# What you are asked to do:
Reproduce the whole listing, character for character.

# Supplied material:
-------

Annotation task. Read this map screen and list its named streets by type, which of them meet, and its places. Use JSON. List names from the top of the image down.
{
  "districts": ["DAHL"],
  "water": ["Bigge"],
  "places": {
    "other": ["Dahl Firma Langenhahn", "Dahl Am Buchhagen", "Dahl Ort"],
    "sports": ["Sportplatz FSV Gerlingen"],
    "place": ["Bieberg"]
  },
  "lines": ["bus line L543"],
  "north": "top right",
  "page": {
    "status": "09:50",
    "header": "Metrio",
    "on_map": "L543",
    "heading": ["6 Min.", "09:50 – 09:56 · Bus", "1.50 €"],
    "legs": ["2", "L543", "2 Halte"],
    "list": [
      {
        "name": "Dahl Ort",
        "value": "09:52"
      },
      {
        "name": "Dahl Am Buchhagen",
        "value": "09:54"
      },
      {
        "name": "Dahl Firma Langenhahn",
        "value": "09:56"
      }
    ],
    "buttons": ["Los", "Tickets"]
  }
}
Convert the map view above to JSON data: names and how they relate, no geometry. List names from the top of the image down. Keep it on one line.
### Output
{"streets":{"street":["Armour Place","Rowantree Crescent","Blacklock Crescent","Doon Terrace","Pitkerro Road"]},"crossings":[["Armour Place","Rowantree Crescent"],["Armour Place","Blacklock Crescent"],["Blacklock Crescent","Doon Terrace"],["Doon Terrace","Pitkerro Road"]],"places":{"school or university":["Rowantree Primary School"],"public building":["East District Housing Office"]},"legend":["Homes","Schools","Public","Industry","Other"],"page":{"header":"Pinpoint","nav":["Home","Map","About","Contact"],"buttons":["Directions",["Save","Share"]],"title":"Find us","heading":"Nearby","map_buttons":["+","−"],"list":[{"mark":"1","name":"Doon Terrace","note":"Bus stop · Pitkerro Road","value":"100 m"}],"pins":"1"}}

-------

# Finished task:
Annotation task. Read this map screen and list its named streets by type, which of them meet, and its places. Use JSON. List names from the top of the image down.
{
  "districts": ["DAHL"],
  "water": ["Bigge"],
  "places": {
    "other": ["Dahl Firma Langenhahn", "Dahl Am Buchhagen", "Dahl Ort"],
    "sports": ["Sportplatz FSV Gerlingen"],
    "place": ["Bieberg"]
  },
  "lines": ["bus line L543"],
  "north": "top right",
  "page": {
    "status": "09:50",
    "header": "Metrio",
    "on_map": "L543",
    "heading": ["6 Min.", "09:50 – 09:56 · Bus", "1.50 €"],
    "legs": ["2", "L543", "2 Halte"],
    "list": [
      {
        "name": "Dahl Ort",
        "value": "09:52"
      },
      {
        "name": "Dahl Am Buchhagen",
        "value": "09:54"
      },
      {
        "name": "Dahl Firma Langenhahn",
        "value": "09:56"
      }
    ],
    "buttons": ["Los", "Tickets"]
  }
}
Convert the map view above to JSON data: names and how they relate, no geometry. List names from the top of the image down. Keep it on one line.
### Output
{"streets":{"street":["Armour Place","Rowantree Crescent","Blacklock Crescent","Doon Terrace","Pitkerro Road"]},"crossings":[["Armour Place","Rowantree Crescent"],["Armour Place","Blacklock Crescent"],["Blacklock Crescent","Doon Terrace"],["Doon Terrace","Pitkerro Road"]],"places":{"school or university":["Rowantree Primary School"],"public building":["East District Housing Office"]},"legend":["Homes","Schools","Public","Industry","Other"],"page":{"header":"Pinpoint","nav":["Home","Map","About","Contact"],"buttons":["Directions",["Save","Share"]],"title":"Find us","heading":"Nearby","map_buttons":["+","−"],"list":[{"mark":"1","name":"Doon Terrace","note":"Bus stop · Pitkerro Road","value":"100 m"}],"pins":"1"}}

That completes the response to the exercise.